They softly descended the stairs; she first, the dark figure following close behind her.
CHAPTER THREE
Mr Bethany sat awaiting them in the dining-room, a large, heavily-furnished room with a great benign looking-glass on the mantelpiece, a marble clock, and with rich old damask curtains. Fleecy silver hair was all that was visible of their visitor when they entered. But Mr Bethany rose out of his chair when he heard them, and with a little jerk, turned sharply round. Thus it was that the gold-spectacled vicar and Lawford first confronted each other, the one brightly illuminated, the other framed in the gloom of the doorway. Mr Bethany’s first scrutiny was timid and courteous, but beneath it he tried to be keen, and himself hastened round the table almost at a trot, to obtain, as delicately as possible, a closer view. But Lawford, having shut the door behind him, had gone straight to the fire and seated himself, leaning his face in his hands. Mr Bethany smiled faintly, waved his hand almost as if in blessing, but certainly in peace, and tapped Mrs Lawford into the chair upon the other side. But he himself remained standing.

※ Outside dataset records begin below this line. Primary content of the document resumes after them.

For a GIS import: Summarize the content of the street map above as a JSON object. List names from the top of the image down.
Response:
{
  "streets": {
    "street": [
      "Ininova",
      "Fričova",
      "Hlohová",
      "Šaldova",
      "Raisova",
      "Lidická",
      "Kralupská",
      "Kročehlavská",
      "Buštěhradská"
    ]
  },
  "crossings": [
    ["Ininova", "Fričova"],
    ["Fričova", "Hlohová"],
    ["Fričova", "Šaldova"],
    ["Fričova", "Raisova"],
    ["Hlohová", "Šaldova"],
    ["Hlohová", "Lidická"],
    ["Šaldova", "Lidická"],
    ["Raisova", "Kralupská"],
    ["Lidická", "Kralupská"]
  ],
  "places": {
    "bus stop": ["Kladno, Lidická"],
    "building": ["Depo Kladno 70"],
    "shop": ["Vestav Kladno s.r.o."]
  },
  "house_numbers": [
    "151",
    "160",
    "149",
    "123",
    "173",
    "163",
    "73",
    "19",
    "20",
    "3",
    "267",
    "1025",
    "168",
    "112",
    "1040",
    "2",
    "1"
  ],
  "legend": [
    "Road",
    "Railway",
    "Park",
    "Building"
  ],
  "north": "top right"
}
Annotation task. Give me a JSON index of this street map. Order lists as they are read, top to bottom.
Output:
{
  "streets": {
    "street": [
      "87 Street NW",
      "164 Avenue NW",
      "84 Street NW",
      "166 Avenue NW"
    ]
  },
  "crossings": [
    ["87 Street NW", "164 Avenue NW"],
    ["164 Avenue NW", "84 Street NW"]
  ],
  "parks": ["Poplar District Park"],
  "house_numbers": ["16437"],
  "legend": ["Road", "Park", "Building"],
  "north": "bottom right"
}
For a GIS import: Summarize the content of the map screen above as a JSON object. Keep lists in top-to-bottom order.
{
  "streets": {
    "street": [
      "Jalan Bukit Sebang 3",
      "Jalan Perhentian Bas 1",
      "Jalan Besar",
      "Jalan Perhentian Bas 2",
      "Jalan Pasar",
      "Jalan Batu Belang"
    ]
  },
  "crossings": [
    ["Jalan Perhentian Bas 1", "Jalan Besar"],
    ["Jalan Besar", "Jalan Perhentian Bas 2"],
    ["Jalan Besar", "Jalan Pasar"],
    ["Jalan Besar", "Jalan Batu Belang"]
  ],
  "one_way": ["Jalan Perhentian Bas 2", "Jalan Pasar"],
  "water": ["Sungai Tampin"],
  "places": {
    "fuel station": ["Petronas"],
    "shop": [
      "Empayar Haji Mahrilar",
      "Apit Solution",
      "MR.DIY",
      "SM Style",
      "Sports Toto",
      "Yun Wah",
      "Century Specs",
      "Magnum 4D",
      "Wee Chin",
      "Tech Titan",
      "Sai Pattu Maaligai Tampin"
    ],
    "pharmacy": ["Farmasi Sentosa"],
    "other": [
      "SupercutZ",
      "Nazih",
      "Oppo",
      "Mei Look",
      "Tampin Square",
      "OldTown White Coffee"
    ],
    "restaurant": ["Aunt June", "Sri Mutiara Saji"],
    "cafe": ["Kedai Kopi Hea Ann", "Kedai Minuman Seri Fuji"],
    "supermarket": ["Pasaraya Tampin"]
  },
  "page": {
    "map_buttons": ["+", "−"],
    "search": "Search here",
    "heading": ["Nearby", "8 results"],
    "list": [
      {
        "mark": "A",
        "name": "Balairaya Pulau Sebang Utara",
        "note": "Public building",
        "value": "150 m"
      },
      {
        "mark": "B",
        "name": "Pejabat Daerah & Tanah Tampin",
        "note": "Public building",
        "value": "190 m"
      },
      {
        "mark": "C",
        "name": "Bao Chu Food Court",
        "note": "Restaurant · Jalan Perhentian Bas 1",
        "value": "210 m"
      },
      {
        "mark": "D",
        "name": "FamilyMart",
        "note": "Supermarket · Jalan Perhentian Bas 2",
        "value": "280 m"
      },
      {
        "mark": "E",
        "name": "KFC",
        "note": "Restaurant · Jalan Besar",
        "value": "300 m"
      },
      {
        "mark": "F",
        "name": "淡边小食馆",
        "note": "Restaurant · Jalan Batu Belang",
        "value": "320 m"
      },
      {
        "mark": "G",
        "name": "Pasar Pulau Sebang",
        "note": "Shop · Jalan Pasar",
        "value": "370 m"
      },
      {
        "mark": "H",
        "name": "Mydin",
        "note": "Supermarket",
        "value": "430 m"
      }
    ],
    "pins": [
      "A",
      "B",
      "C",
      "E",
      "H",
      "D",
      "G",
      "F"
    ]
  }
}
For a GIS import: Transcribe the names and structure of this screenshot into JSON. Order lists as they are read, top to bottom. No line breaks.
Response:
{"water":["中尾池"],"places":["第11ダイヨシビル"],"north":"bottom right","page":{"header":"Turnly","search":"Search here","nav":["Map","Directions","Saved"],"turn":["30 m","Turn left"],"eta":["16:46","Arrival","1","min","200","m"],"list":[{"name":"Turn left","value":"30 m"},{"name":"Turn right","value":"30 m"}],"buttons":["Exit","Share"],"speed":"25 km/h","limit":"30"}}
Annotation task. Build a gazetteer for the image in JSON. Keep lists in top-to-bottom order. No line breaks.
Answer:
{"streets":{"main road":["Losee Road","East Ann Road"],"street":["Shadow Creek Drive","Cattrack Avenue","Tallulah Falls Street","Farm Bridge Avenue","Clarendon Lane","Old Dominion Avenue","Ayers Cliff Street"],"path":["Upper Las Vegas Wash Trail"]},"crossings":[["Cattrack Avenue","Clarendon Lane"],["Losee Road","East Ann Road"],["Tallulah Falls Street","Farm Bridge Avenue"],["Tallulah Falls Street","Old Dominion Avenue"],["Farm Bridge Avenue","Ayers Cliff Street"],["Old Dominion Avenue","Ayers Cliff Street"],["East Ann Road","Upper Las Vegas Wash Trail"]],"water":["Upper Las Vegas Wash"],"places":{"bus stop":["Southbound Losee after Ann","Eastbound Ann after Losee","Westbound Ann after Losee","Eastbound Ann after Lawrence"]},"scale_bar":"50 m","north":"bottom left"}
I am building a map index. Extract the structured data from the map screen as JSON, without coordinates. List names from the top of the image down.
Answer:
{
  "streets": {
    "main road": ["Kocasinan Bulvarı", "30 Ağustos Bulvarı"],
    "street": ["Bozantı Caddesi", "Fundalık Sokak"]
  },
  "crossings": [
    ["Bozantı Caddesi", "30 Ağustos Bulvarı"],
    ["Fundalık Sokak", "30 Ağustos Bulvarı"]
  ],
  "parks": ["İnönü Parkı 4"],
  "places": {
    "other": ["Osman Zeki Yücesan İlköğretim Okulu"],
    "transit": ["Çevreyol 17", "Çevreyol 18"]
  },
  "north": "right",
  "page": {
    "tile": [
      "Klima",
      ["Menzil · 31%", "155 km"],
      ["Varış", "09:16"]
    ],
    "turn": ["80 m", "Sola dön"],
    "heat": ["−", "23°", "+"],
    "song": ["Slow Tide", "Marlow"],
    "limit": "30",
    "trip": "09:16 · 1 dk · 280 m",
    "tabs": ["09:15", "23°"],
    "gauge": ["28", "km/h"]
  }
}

‘Mrs Lawford has, I declare, been telling family secrets,’ he began, and paused, peering. ‘But there, you will forgive an old friend’s intrusion—this little confidence about a change, my dear fellow—about a ramble and a change?’ He sat down, put up his kind little puckered face and peered again at Lawford, and then very hastily at his wife. But all her attention was centred on the bowed figure opposite to her. Lawford responded to this cautious advance without raising his head.
‘You do not wish me to repeat all that my wife tells me she has told you?’
‘Dear me, no,’ said Mr Bethany cheerfully, ‘I wish nothing, nothing, old friend. You must not burden yourself with me. If I may be of any help, here I am.... Oh, no, no....’ he paused, with blinking eyes, but wits still shrewd and alert. Why doesn’t the man raise his head? he thought. A mere domestic dispute!
‘I thought,’ he went on ruminatingly, ‘I thought on Tuesday, yes, on Tuesday, that you weren’t looking quite the thing. Indeed, I remarked on it. But now, I understand from Mrs Lawford that the malady has taken a graver turn—eh, Lawford, an heretical turn? I hear you have been wandering from the true fold.’ Mr Bethany leaned forward with what might be described as a very large smile in a very small compass. ‘And that, of course, entailed instant retribution.’ He broke off solemnly. ‘I know Widderstone churchyard well; a most verdant and beautiful spot. The late rector, a Mr Strickland, was a very old friend of mine. And his wife, dear good Alicia, used to set out her babies, in the morning, to sleep and to play there, twenty, dear me, perhaps twenty-five years ago. But I did not know, my dear Lawford, that you—’ and suddenly, without an instant’s warning, something seemed to shout at him, ‘Look, look! He is looking at you!’ He stopped, faltered, and a slight warmth came into his face. ‘And and you were taken ill there?’ His voice had fallen flat and faint.
‘I fell asleep—or something of that sort,’ came the stubborn reply.
‘Yes,’ said Mr Bethany, brightly, ‘so your wife was saying. “Fell asleep,” so have I too—scores of times’; he beamed, with beads of sweat glistening on his forehead. ‘And then? I’m not, I’m not persisting?’
‘Then I woke; refreshed, I think, as it seemed—I felt much better and came home.’